• What is needed
Once the line containing "translate:-100% -50%; text-align:right" is found in the records below, return it and each following line exactly, up to and including the line containing "position:absolute; left:1486px; top:16px;", and nothing else.

[Saved entries]
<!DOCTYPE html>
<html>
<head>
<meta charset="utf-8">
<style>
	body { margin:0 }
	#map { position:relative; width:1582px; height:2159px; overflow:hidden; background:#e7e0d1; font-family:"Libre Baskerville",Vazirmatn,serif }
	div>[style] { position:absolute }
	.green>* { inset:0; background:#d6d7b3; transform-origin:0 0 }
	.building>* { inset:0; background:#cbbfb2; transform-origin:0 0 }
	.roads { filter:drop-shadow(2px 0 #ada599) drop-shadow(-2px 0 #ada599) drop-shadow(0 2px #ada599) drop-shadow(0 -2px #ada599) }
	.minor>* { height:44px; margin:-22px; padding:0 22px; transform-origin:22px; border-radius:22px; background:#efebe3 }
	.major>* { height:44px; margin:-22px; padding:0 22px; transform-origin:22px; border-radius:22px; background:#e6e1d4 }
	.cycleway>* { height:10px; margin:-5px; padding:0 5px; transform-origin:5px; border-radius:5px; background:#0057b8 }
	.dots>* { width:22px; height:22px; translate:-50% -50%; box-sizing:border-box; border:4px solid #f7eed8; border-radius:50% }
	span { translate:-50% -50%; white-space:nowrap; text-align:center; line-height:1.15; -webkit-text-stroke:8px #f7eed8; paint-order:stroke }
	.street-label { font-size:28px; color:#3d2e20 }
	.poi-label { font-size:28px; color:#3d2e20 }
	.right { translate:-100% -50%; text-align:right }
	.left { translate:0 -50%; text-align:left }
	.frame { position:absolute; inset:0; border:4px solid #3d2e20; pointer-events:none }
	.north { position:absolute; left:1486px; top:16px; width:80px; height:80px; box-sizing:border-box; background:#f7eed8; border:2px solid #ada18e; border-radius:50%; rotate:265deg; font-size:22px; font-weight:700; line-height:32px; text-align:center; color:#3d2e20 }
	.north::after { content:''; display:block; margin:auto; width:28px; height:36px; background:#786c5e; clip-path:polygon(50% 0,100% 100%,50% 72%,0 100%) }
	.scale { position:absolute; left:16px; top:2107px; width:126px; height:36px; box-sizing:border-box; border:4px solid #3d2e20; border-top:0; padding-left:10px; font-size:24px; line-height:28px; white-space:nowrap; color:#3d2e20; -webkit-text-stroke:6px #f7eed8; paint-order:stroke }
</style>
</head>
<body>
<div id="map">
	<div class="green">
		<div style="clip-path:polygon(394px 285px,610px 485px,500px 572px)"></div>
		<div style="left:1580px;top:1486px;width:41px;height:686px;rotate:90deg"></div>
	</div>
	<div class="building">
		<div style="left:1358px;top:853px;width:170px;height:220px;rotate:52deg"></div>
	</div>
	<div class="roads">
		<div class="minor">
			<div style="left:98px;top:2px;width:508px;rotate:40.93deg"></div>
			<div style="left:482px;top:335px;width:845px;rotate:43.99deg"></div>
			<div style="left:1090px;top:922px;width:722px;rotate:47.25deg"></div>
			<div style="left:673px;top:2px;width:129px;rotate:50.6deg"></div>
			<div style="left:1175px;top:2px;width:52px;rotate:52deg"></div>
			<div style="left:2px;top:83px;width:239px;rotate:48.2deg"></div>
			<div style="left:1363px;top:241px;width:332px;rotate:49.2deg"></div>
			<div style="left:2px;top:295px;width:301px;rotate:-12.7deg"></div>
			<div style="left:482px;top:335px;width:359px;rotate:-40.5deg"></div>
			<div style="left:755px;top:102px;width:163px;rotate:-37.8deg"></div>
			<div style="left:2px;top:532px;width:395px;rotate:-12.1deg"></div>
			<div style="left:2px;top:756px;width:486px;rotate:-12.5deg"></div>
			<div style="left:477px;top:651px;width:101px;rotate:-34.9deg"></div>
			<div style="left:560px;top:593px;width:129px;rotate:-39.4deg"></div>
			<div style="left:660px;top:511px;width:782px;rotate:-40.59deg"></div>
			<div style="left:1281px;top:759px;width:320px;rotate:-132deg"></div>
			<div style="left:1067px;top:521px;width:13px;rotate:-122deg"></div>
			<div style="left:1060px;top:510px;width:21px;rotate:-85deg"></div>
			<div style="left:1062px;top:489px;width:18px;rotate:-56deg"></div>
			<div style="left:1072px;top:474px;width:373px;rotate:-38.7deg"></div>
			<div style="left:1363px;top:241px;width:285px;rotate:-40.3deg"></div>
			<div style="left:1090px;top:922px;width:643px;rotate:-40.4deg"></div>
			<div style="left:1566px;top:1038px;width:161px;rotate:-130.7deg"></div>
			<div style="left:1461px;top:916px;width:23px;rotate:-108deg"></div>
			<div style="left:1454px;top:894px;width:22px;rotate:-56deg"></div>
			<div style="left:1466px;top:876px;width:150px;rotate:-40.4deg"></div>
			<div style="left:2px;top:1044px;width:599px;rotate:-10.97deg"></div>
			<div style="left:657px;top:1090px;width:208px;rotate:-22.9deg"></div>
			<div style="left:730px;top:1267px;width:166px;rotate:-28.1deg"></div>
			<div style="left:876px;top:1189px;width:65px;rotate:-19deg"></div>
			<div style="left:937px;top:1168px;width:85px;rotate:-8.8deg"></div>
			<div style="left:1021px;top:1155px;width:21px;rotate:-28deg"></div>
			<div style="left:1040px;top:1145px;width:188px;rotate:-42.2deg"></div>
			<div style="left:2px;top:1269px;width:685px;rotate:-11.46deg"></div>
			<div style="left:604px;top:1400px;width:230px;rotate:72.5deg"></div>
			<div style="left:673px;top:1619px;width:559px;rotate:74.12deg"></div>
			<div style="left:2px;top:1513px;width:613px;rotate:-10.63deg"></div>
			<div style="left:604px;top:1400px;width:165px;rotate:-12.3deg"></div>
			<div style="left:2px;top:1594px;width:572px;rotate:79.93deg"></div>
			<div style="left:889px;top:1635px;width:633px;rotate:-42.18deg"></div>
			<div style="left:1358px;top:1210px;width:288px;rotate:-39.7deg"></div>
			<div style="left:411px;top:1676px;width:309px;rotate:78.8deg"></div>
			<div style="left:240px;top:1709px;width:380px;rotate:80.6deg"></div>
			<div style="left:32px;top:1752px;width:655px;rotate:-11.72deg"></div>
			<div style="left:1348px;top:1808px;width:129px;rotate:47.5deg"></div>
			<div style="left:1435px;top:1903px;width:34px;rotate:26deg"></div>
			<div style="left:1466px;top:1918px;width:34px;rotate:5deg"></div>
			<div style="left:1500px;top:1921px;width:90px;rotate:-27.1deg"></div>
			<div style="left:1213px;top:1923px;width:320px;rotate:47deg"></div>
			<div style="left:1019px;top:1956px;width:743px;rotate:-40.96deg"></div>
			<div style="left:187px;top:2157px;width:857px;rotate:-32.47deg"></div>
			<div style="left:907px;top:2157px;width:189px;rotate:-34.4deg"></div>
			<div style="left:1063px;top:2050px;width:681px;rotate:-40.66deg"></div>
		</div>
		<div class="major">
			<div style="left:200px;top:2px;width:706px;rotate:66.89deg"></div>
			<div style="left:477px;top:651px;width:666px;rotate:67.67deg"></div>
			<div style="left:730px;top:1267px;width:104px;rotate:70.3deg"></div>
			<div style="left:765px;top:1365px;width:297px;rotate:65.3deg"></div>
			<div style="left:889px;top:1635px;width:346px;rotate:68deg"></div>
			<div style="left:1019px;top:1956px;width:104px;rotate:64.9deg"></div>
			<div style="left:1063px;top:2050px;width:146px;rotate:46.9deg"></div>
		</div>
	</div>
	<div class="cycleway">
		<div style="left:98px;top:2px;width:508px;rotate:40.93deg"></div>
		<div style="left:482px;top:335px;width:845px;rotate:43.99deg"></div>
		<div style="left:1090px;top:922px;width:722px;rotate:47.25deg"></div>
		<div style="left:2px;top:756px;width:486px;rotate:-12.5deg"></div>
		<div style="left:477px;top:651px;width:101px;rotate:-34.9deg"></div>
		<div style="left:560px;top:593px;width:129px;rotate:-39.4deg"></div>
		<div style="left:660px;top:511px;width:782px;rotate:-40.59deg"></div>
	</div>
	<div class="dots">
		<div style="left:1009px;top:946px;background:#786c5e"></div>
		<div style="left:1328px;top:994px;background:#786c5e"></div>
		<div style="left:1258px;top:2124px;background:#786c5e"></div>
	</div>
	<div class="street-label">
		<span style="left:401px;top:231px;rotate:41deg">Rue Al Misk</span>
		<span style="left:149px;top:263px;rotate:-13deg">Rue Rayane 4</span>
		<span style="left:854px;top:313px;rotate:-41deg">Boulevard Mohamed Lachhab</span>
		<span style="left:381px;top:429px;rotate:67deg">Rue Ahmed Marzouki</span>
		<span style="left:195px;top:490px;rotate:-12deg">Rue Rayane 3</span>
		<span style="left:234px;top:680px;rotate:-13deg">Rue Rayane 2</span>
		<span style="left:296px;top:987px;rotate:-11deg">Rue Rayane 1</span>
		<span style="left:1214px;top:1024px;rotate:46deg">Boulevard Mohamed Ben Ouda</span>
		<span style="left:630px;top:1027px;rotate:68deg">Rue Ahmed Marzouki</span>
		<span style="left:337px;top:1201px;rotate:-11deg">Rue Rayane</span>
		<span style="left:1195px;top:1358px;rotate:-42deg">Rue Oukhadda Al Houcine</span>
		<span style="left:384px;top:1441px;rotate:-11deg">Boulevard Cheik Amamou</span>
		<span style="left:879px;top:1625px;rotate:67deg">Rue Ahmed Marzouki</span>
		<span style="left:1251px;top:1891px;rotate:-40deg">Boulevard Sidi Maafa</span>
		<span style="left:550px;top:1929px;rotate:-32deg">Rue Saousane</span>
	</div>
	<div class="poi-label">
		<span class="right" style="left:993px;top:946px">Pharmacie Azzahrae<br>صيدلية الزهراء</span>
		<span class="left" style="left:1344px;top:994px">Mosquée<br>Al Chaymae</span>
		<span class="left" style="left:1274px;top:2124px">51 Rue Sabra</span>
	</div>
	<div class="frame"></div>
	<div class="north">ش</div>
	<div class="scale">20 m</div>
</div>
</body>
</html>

• Solution to this exercise
	.right { translate:-100% -50%; text-align:right }
	.left { translate:0 -50%; text-align:left }
	.frame { position:absolute; inset:0; border:4px solid #3d2e20; pointer-events:none }
	.north { position:absolute; left:1486px; top:16px; width:80px; height:80px; box-sizing:border-box; background:#f7eed8; border:2px solid #ada18e; border-radius:50%; rotate:265deg; font-size:22px; font-weight:700; line-height:32px; text-align:center; color:#3d2e20 }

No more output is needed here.